Copy out all lines in the data below containing the string "note".

START MATERIAL PROVIDED

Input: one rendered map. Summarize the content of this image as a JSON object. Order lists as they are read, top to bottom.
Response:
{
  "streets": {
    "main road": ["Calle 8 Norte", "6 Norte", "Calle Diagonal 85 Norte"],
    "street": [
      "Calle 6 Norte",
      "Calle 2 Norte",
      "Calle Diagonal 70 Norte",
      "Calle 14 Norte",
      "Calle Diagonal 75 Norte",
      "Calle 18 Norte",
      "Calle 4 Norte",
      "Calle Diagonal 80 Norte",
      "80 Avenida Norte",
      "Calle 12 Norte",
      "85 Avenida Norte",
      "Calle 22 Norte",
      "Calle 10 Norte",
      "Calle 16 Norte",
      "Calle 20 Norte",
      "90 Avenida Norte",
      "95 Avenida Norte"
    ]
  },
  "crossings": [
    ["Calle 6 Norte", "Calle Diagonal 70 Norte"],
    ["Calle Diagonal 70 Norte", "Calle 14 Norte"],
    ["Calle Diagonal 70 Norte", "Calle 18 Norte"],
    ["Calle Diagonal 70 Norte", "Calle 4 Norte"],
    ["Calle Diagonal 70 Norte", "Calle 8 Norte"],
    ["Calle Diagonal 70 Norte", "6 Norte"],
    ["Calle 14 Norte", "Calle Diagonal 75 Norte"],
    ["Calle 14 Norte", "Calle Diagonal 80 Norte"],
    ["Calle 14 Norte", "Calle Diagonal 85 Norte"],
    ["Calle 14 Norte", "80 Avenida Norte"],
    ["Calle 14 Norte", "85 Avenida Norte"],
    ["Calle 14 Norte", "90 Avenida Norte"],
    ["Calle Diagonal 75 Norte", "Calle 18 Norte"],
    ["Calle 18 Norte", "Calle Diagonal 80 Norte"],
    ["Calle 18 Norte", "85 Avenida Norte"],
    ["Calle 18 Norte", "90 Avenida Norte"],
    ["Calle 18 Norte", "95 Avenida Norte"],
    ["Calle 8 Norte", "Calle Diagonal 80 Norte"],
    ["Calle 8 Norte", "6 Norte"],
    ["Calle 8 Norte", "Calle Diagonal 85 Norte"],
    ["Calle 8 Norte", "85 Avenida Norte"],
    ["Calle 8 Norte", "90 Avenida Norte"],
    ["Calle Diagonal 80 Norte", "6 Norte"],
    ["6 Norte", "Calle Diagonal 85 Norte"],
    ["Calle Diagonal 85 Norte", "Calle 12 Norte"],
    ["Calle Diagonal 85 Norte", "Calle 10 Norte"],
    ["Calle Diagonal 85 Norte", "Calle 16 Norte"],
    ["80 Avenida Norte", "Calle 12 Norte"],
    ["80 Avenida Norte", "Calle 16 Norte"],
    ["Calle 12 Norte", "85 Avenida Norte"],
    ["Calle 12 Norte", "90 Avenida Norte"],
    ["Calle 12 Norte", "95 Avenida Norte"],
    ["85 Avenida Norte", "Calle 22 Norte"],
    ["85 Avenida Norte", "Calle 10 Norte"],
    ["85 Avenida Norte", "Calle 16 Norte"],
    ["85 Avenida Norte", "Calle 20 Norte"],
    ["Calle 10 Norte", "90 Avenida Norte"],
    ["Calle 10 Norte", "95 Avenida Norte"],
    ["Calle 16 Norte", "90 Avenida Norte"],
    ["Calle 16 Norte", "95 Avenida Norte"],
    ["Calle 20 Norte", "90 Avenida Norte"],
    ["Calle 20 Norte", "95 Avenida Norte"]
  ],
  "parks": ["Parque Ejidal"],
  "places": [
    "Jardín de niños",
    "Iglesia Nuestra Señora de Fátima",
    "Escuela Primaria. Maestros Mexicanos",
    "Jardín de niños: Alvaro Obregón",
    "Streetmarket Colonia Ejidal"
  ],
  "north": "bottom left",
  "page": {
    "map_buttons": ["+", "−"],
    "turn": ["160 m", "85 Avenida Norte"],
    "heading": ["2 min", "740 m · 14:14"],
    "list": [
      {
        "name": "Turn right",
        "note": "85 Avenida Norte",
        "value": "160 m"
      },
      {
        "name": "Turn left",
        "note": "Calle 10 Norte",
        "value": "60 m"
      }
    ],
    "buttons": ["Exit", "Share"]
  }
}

END MATERIAL PROVIDED

▸ WORKED SOLUTION:
        "note": "85 Avenida Norte",
        "note": "Calle 10 Norte",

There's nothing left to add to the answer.